Clostridium difficile: recent epidemiologic findings and advances in therapy.
McMaster-Baxter NL, Musher DM
Pharmacotherapy. 2007;27(7):1029.
Clostridium difficile-associated disease (CDAD) has become an important public health problem. The causative organism is acquired by the oral route from an environmental source or by contact with an infected person or a health care worker who serves as a vector. Disruption of the bowel microflora, generally by antibiotics, creates an environment that allows C. difficile to proliferate. Organisms produce toxins A and B, which cause intense inflammation of the colonic mucosa. The syndrome that results includes severe diarrhea, fever, abdominal pain, and leukocytosis.

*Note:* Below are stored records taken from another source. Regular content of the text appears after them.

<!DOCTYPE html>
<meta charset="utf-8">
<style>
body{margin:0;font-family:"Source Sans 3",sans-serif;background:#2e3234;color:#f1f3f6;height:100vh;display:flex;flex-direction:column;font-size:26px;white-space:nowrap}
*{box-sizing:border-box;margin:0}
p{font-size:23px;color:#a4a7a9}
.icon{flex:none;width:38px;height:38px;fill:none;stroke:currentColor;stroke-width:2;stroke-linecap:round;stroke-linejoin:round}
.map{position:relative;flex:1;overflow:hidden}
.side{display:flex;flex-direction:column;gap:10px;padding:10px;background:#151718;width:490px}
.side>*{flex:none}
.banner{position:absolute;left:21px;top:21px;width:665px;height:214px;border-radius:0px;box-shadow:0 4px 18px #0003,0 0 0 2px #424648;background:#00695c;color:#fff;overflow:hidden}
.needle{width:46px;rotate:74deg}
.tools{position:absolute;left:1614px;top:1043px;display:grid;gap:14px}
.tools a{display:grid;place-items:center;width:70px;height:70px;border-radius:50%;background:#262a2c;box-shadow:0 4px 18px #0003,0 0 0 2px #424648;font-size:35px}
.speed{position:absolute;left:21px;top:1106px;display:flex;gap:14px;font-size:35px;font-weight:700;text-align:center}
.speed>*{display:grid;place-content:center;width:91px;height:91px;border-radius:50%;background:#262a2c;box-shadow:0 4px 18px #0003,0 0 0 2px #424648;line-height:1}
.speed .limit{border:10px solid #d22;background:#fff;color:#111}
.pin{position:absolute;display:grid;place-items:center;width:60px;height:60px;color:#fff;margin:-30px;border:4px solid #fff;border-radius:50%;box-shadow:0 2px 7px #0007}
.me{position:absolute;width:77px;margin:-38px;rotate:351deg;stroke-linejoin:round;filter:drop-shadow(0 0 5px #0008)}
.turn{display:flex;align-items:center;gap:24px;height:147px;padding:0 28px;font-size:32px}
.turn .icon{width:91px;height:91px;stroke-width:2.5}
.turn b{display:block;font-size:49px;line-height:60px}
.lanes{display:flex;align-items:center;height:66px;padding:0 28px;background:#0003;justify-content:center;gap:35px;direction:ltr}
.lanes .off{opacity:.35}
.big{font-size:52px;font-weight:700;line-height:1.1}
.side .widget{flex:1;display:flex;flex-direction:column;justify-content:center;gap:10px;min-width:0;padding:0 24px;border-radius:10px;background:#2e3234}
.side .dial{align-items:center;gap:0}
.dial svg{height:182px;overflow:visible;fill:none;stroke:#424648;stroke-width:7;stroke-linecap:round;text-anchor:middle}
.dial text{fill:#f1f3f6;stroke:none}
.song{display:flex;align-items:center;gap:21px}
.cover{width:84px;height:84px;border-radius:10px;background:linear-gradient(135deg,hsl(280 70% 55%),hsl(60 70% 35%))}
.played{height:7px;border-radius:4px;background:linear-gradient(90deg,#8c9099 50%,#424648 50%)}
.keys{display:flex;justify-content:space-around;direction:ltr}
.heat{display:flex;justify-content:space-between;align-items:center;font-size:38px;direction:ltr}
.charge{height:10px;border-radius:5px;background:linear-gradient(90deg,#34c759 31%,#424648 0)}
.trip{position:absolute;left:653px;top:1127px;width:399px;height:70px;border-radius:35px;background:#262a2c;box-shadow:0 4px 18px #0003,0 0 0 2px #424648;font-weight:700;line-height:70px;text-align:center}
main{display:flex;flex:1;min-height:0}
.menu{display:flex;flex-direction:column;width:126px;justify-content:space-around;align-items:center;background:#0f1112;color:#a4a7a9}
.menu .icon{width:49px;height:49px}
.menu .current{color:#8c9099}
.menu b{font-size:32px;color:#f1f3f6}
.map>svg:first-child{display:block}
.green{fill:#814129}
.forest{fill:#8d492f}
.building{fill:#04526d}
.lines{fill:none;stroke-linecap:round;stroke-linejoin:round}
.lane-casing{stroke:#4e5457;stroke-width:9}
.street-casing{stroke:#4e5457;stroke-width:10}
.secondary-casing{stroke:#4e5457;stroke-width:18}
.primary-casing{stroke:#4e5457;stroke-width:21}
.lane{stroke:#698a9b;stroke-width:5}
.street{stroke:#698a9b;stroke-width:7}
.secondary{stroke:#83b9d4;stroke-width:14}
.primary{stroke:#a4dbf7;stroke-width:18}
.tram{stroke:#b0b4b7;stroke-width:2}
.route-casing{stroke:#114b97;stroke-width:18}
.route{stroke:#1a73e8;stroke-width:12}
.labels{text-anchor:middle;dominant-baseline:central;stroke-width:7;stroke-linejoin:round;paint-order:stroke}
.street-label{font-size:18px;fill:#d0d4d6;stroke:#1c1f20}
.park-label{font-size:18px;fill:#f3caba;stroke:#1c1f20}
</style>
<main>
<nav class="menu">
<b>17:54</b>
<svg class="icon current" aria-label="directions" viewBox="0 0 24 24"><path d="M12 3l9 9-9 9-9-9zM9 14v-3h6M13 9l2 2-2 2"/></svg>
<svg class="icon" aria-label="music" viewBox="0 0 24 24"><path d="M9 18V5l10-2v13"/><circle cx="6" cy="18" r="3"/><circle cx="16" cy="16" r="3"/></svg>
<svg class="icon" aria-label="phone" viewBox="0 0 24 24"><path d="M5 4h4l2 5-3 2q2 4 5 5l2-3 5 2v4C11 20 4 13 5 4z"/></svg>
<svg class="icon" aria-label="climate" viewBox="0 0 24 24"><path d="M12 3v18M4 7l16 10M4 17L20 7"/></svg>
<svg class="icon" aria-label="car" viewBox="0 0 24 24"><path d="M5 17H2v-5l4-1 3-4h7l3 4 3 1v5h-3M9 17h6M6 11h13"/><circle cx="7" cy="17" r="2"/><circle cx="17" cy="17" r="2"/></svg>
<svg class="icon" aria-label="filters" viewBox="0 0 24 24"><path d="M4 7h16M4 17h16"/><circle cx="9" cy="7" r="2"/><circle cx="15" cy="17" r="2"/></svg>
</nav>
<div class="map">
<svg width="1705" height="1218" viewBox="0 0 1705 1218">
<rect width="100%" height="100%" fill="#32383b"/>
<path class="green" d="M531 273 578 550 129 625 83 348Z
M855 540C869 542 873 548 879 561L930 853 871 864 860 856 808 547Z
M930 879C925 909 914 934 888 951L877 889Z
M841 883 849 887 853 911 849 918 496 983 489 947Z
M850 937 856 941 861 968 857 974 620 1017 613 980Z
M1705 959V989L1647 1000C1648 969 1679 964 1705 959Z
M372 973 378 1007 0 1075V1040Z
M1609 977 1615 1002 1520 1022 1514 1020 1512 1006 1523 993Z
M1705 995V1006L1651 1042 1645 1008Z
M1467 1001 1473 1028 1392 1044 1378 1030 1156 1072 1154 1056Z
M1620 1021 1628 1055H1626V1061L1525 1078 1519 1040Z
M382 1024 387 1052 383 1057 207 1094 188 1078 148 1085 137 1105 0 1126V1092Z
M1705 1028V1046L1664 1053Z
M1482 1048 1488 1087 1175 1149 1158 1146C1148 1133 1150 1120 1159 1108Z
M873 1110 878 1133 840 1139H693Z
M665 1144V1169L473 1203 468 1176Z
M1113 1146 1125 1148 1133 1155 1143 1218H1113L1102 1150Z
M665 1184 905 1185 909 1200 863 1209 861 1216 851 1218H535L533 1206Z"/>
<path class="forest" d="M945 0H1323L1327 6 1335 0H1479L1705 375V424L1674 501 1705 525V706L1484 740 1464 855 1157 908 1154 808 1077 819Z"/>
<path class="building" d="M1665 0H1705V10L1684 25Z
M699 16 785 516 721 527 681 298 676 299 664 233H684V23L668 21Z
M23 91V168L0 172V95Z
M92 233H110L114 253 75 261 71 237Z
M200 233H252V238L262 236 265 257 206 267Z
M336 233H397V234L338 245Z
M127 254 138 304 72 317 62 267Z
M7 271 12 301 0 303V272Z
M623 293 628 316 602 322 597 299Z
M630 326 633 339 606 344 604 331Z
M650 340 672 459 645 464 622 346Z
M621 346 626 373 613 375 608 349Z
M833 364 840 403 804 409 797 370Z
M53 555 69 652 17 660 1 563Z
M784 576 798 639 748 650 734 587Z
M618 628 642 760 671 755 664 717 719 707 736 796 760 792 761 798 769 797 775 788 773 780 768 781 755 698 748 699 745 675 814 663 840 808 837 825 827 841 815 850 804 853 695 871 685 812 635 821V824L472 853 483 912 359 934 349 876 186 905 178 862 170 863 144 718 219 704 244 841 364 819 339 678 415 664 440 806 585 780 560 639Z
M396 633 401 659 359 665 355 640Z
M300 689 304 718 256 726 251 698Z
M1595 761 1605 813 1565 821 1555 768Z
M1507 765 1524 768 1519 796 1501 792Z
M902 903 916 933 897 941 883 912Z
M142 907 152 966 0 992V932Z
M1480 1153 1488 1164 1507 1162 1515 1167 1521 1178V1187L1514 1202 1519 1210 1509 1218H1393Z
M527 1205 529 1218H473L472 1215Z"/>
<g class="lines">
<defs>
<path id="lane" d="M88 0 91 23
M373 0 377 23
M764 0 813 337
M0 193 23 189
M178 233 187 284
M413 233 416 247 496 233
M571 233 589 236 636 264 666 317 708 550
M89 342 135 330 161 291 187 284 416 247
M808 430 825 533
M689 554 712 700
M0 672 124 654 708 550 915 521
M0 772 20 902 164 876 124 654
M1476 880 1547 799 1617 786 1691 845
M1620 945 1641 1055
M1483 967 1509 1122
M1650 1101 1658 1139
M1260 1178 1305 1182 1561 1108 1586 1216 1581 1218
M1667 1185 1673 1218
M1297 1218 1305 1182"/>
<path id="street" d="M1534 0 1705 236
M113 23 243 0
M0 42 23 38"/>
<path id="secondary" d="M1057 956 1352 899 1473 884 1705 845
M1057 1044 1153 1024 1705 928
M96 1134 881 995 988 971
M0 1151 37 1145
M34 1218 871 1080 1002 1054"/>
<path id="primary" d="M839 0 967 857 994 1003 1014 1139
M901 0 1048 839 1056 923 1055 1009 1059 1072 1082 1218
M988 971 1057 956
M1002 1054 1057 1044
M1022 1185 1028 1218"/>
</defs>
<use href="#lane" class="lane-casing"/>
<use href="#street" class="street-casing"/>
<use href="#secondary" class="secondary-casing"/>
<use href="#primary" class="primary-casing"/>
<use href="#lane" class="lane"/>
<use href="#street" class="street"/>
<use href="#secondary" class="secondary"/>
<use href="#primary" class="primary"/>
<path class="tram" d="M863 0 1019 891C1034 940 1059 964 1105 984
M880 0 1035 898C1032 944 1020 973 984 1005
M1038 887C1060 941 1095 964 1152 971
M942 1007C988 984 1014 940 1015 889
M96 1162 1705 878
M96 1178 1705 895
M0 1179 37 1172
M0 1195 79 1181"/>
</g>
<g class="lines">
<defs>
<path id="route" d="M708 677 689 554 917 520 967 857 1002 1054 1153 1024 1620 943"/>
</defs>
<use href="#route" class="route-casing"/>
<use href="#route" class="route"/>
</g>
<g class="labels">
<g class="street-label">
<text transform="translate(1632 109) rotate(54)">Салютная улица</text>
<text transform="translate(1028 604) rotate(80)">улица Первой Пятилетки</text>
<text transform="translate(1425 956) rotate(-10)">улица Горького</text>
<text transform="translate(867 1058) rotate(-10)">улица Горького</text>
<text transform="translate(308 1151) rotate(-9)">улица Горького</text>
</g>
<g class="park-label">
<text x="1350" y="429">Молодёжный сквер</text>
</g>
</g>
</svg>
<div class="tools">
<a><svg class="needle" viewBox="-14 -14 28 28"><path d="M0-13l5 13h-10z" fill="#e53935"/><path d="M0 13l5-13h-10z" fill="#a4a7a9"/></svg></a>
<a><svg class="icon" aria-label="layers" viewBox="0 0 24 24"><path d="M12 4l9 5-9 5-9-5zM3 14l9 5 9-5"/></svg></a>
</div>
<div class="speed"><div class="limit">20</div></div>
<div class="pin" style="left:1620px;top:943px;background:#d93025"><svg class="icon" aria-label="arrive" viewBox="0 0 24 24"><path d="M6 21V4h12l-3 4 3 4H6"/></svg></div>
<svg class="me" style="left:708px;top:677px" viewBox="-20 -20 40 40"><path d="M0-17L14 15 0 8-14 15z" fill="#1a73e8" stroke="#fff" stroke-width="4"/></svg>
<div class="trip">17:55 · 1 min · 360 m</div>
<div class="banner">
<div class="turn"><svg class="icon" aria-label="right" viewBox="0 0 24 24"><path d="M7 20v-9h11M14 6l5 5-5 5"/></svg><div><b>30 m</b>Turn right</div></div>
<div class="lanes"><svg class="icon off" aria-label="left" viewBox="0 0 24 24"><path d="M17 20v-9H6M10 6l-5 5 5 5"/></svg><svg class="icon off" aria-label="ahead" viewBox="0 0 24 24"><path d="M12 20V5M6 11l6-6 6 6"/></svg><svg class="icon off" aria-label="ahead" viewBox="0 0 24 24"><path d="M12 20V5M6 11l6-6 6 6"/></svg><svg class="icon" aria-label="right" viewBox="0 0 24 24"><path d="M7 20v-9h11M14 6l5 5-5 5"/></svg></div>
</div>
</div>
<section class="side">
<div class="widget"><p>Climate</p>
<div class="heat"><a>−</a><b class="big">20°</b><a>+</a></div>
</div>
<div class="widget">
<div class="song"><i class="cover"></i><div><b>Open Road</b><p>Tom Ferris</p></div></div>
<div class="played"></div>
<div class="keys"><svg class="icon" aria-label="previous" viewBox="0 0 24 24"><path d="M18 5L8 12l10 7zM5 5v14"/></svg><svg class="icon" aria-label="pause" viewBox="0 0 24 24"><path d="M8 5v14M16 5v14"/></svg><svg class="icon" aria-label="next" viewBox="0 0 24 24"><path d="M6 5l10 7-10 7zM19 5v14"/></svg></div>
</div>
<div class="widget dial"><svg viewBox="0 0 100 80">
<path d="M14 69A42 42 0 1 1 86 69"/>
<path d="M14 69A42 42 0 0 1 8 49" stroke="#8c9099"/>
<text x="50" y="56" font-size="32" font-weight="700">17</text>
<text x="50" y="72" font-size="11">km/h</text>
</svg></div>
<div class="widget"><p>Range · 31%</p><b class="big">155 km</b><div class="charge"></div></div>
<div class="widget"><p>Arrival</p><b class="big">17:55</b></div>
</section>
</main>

A new strain of C. difficile has become prevalent in the United States, Canada, and the United Kingdom. Identified by pulsed-field gel electrophoresis (PFGE), this strain is called North America PFGE type 1, abbreviated as NAP-1. Clostridium difficile NAP-1 characteristically generates large amounts of toxins A and B, as well as an additional binary toxin and is associated with enhanced morbidity and a poor response to antibiotic therapy. Mild cases of CDAD may respond to cessation of antibiotic therapy, perhaps related to antibody production by the infected person, but most infected persons require antimicrobial therapy. Vancomycin has been approved by the United States Food and Drug Administration for treatment of CDAD, but reluctance to use this antibiotic in the hospital setting has led to reliance on metronidazole as first-line therapy. Recent studies show a high rate of failure, due either to infection by NAP-1 or to the presence, in hospitals, of older and sicker adults who have been treated with many broad-spectrum antibiotics. Nitazoxanide, bacitracin, teicoplanin, and fusidic acid are additional agents that have published efficacy for this indication in humans. Rifaximin and PAR-101 are under investigation. Other therapies, including polymers that bind C. difficile toxin and monoclonal antibodies to toxins, and preventive measures such as toxoid vaccines are also under study.